Null Hypothesis 2: \(H_0: \rho = 0\)
Alternate Hypothesis 2: \(H_a: \rho \neq 0\)
cor.test(X[, "GrLivArea"], X[, "FullBath"], conf.level=0.8)
##
## Pearson's product-moment correlation
##
## data: X[, "GrLivArea"] and X[, "FullBath"]
## t = 30.977, df = 1458, p-value < 2.2e-16
## alternative hypothesis: true correlation is not equal to 0
## 80 percent confidence interval:
## 0.6093339 0.6498331
## sample estimates:
## cor
## 0.6300116
We are \(80\%\) confident that \(\rho\), the population correlation coefficient for “GrLivArea” and “FullBath,” is between \(0.609\) and \(0.650\).
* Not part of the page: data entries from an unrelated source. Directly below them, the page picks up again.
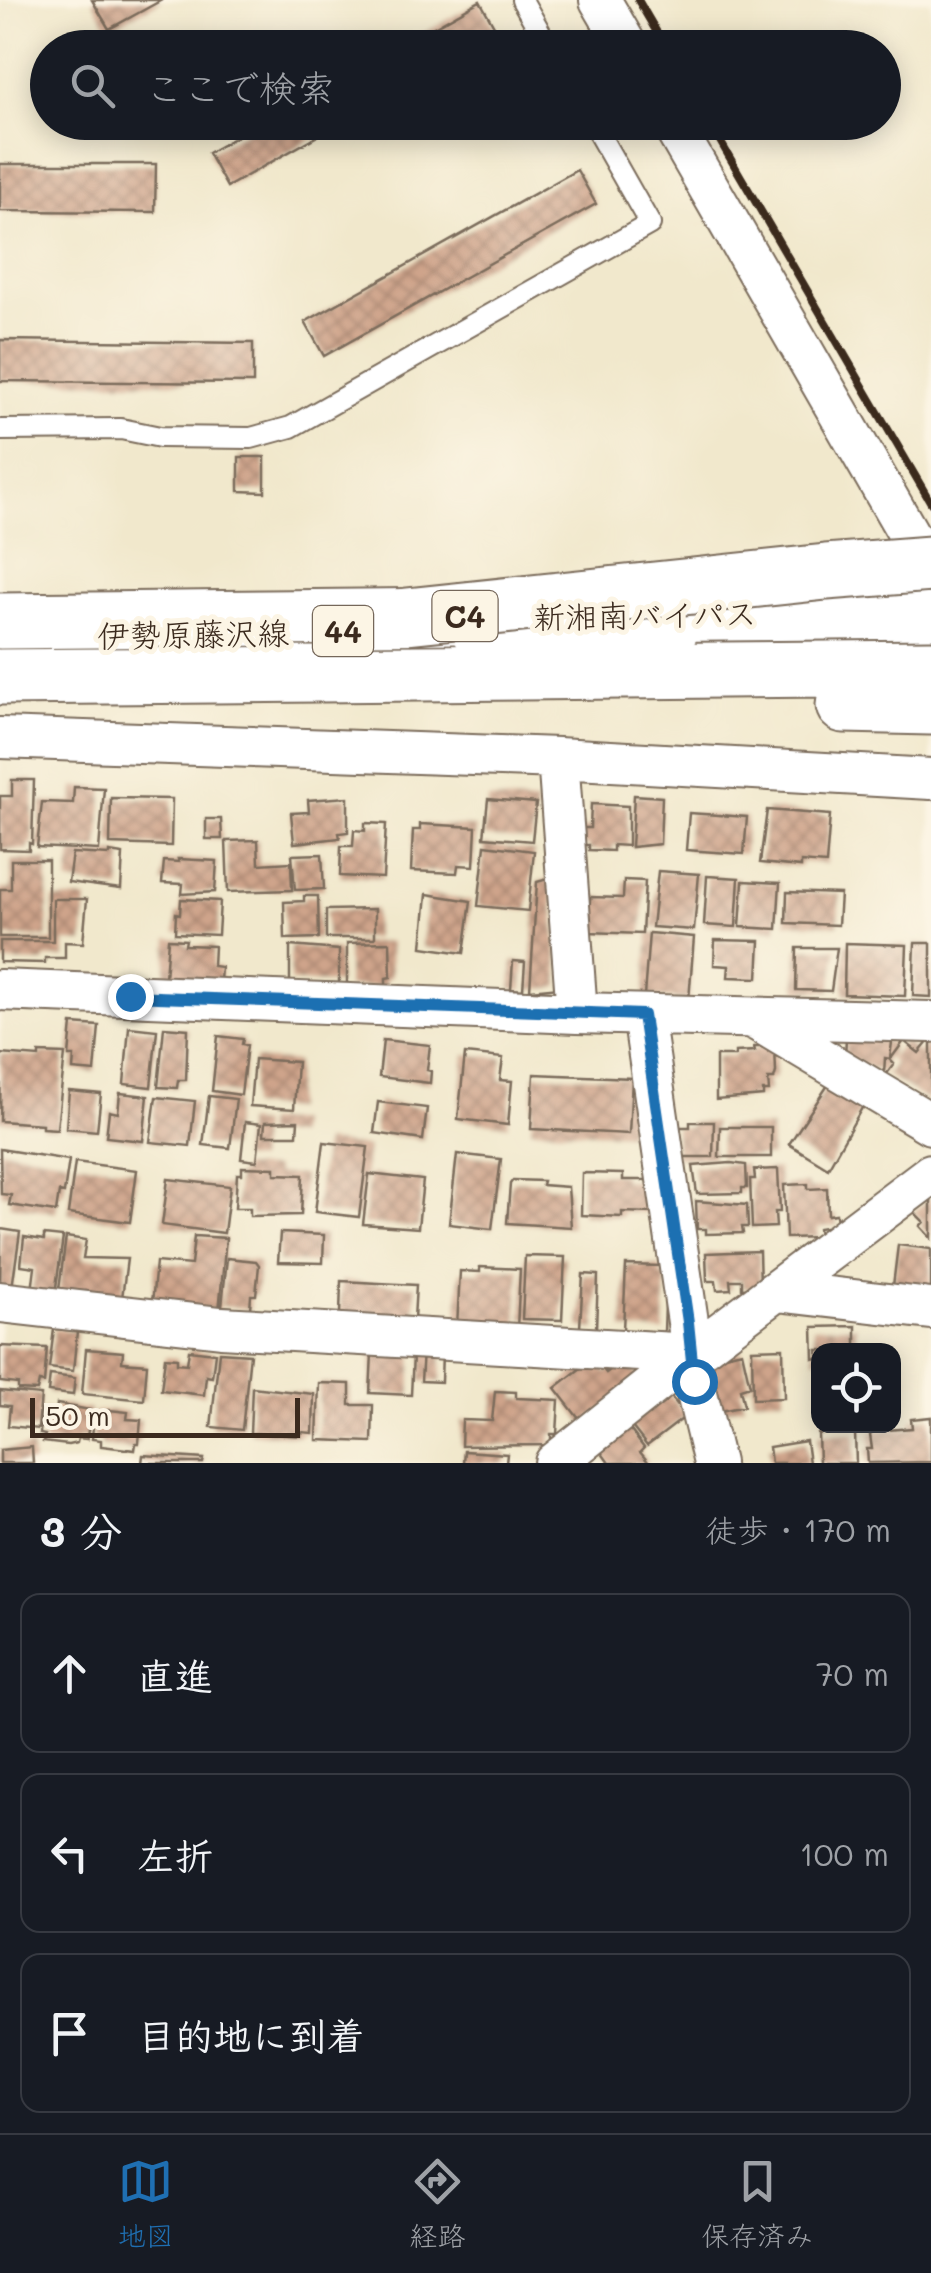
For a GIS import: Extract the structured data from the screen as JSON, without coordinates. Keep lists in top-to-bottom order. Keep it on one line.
{"streets":{"main road":["新湘南バイパス","C4","44","伊勢原藤沢線"]},"scale_bar":"50 m","page":{"search":"ここで検索","scale":"50 m","heading":["3 分","徒歩 · 170 m"],"list":[["直進","70 m"],["左折","100 m"],"目的地に到着"],"nav":["地図","経路","保存済み"]}}
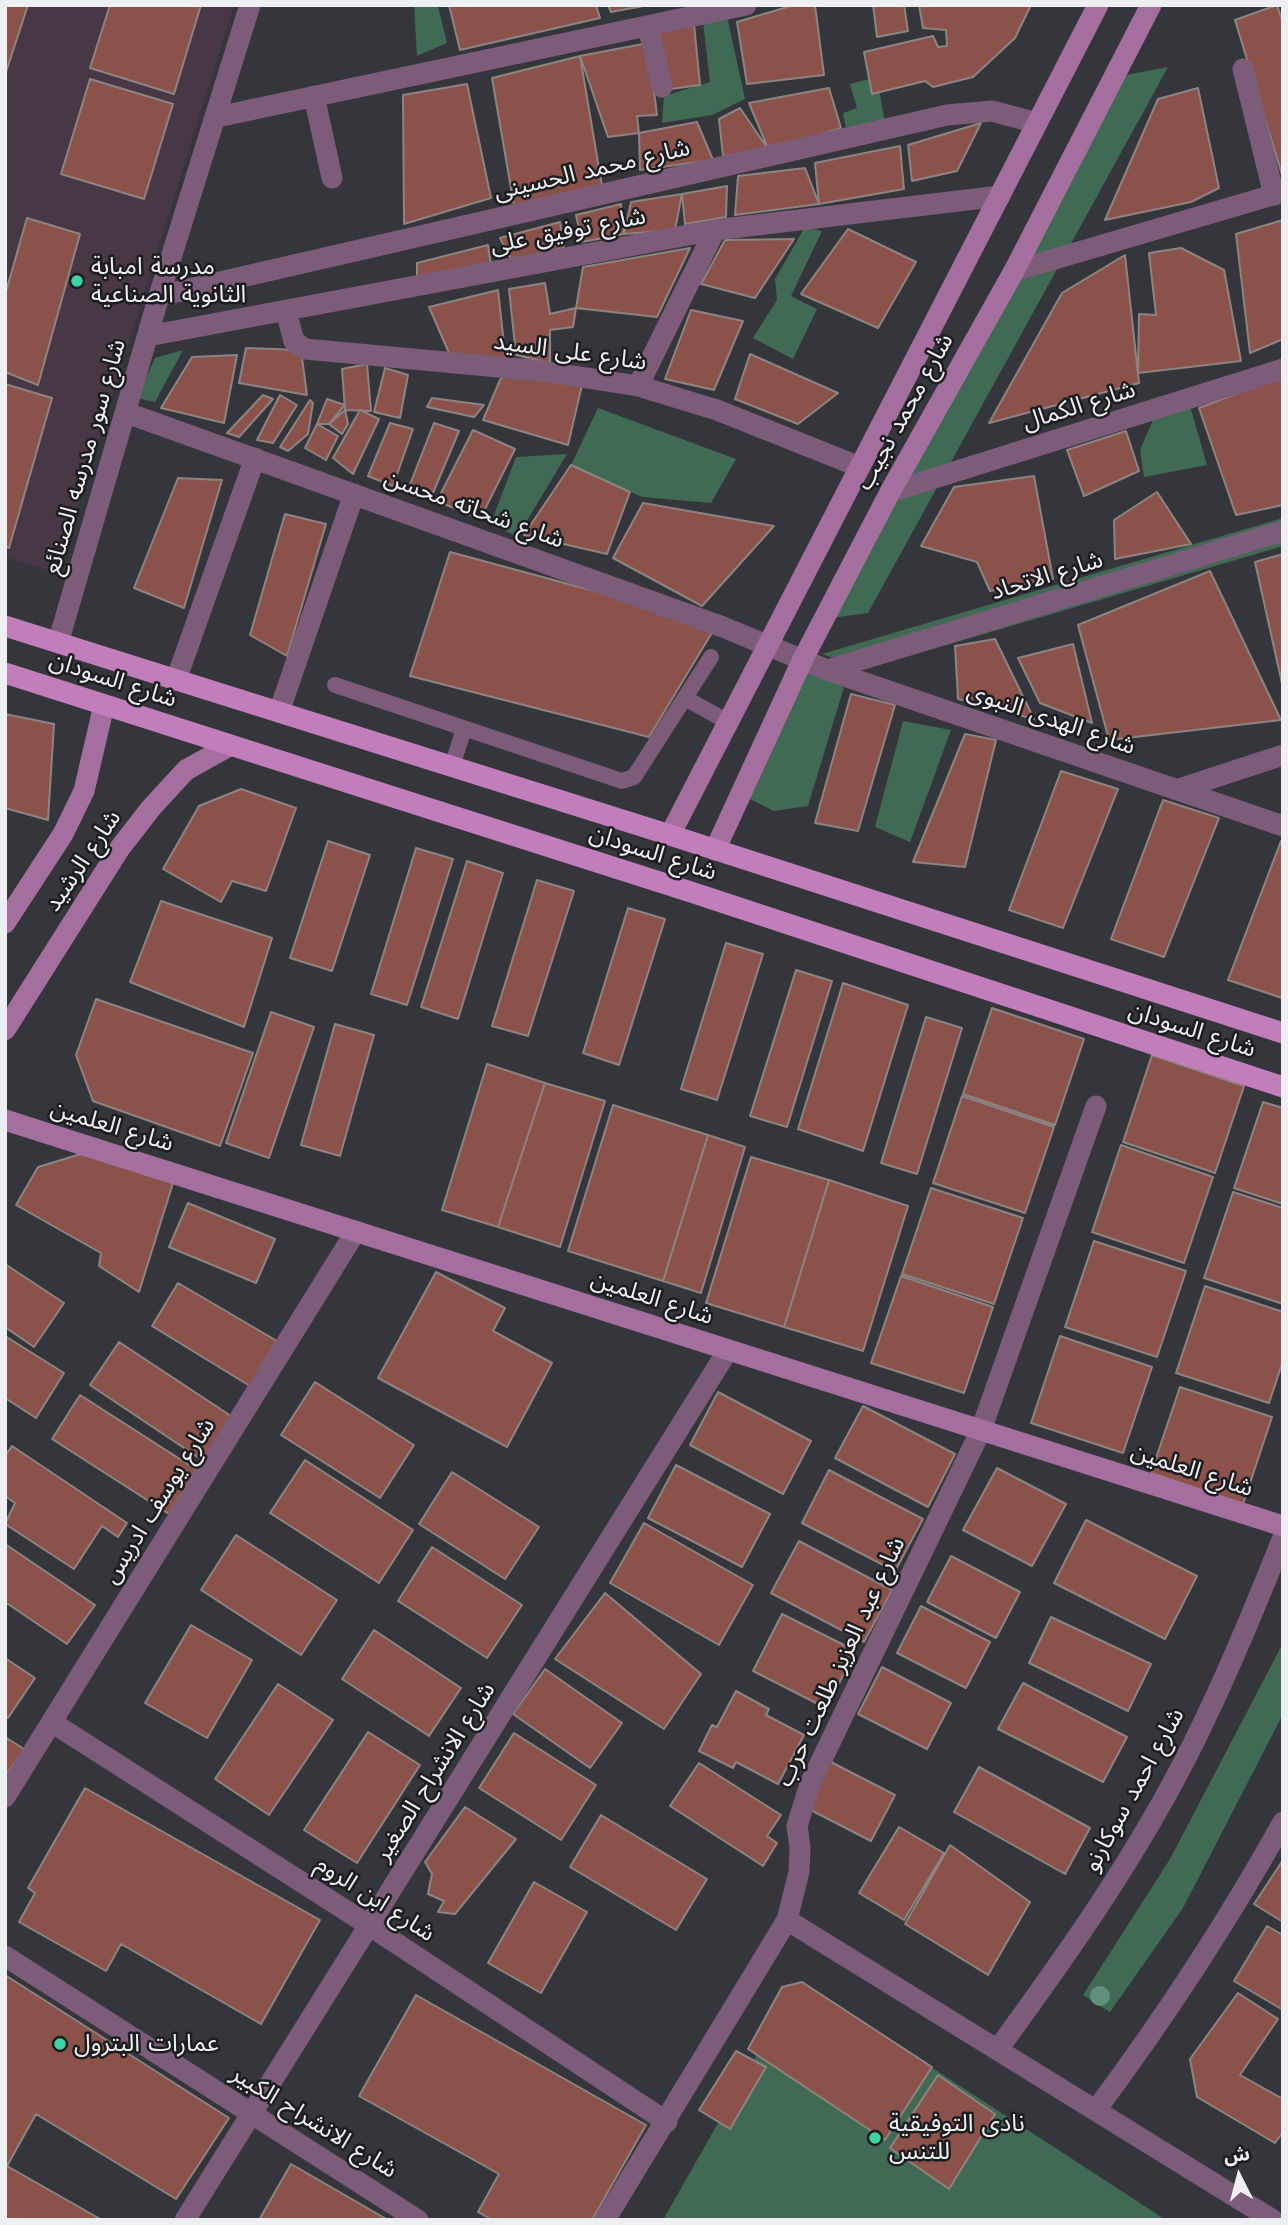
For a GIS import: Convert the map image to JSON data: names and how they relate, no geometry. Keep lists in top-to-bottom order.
{
  "streets": {
    "main road": ["شارع السودان"],
    "street": [
      "شارع محمد الحسينى",
      "شارع توفيق على",
      "شارع على السيد",
      "شارع الكمال",
      "شارع محمد نجيب",
      "شارع سور مدرسه الصنائع",
      "شارع شحاته محسن",
      "شارع الاتحاد",
      "شارع الهدى النبوى",
      "شارع الرشيد",
      "شارع العلمين",
      "شارع يوسف ادريس",
      "شارع عبد العزيز طلعت حرب",
      "شارع الانشراح الصغير",
      "شارع احمد سوكارنو",
      "شارع ابن الروم",
      "شارع الانشراح الكبير"
    ]
  },
  "crossings": [
    ["شارع محمد الحسينى", "شارع محمد نجيب"],
    ["شارع محمد الحسينى", "شارع سور مدرسه الصنائع"],
    ["شارع توفيق على", "شارع على السيد"],
    ["شارع توفيق على", "شارع محمد نجيب"],
    ["شارع توفيق على", "شارع سور مدرسه الصنائع"],
    ["شارع على السيد", "شارع محمد نجيب"],
    ["شارع الكمال", "شارع محمد نجيب"],
    ["شارع محمد نجيب", "شارع شحاته محسن"],
    ["شارع محمد نجيب", "شارع السودان"],
    ["شارع محمد نجيب", "شارع الهدى النبوى"],
    ["شارع سور مدرسه الصنائع", "شارع شحاته محسن"],
    ["شارع سور مدرسه الصنائع", "شارع السودان"],
    ["شارع شحاته محسن", "شارع الهدى النبوى"],
    ["شارع الاتحاد", "شارع الهدى النبوى"],
    ["شارع السودان", "شارع الرشيد"],
    ["شارع العلمين", "شارع يوسف ادريس"],
    ["شارع العلمين", "شارع عبد العزيز طلعت حرب"],
    ["شارع العلمين", "شارع الانشراح الصغير"],
    ["شارع يوسف ادريس", "شارع ابن الروم"],
    ["شارع عبد العزيز طلعت حرب", "شارع ابن الروم"],
    ["شارع الانشراح الصغير", "شارع ابن الروم"],
    ["شارع الانشراح الصغير", "شارع الانشراح الكبير"]
  ],
  "places": ["مدرسة امبابة الثانوية الصناعية", "عمارات البترول", "نادى التوفيقية للتنس"],
  "north": "top"
}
We reject null hypothesis 2 in favor of the alternate hypothesis 2.
Null Hypothesis 3: \(H_0: \rho = 0\)
Alternate Hypothesis 3: \(H_a: \rho \neq 0\)
cor.test(X[, "BedroomAbvGr"], X[, "FullBath"], conf.level=0.8)
##
## Pearson's product-moment correlation
##
## data: X[, "BedroomAbvGr"] and X[, "FullBath"]
## t = 14.887, df = 1458, p-value < 2.2e-16
## alternative hypothesis: true correlation is not equal to 0
## 80 percent confidence interval:
## 0.3337593 0.3920342
## sample estimates:
## cor
## 0.363252
We are \(80\%\) confident that \(\rho\), the population correlation coefficient for “BedroomAbvGr” and “FullBath,” is between \(0.334\) and \(0.392\). We reject null hypothesis 3 in favor of the alternate hypothesis 3.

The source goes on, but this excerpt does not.